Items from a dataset
......

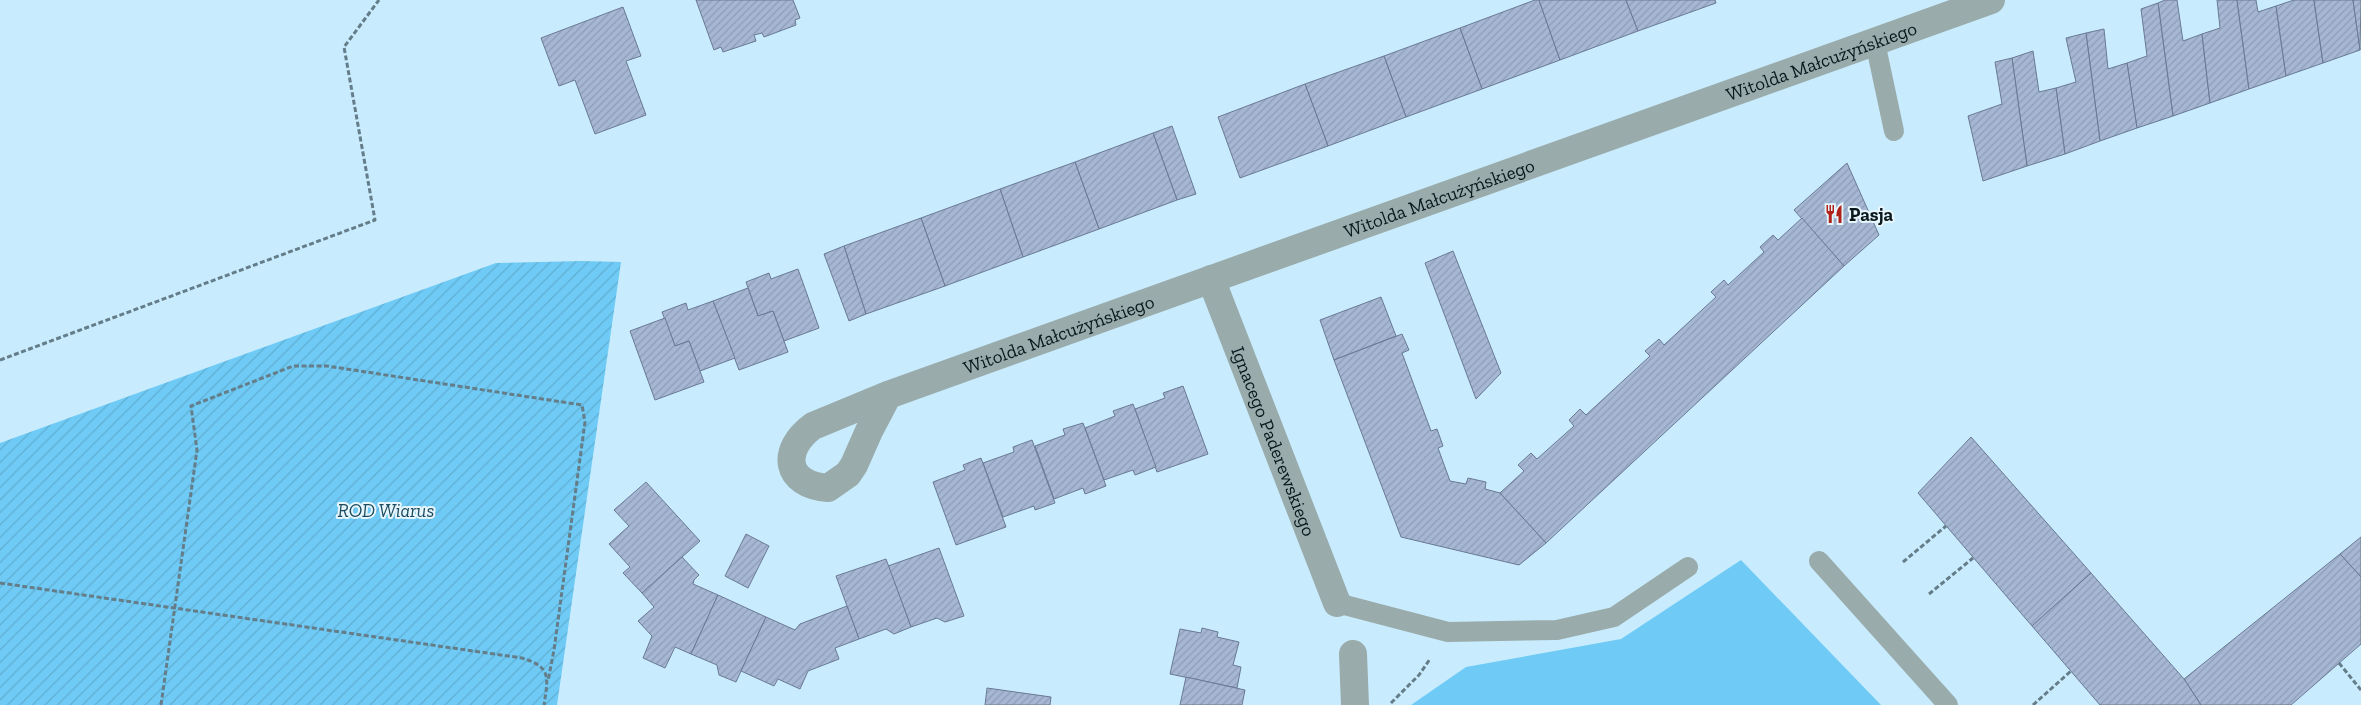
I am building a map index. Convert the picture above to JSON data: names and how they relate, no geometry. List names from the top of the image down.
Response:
{
  "streets": {
    "street": ["Witolda Małcużyńskiego", "Ignacego Paderewskiego"]
  },
  "crossings": [
    ["Witolda Małcużyńskiego", "Ignacego Paderewskiego"]
  ],
  "parks": ["ROD Wiarus"],
  "places": {
    "restaurant": ["Pasja"]
  }
}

......

> WHAT THE EXERCISE ASKS
Word for word, restate all of the entries above and leave each picture out.

> ANSWER SPACE
I am building a map index. Convert the picture above to JSON data: names and how they relate, no geometry. List names from the top of the image down.
Response:
{
  "streets": {
    "street": ["Witolda Małcużyńskiego", "Ignacego Paderewskiego"]
  },
  "crossings": [
    ["Witolda Małcużyńskiego", "Ignacego Paderewskiego"]
  ],
  "parks": ["ROD Wiarus"],
  "places": {
    "restaurant": ["Pasja"]
  }
}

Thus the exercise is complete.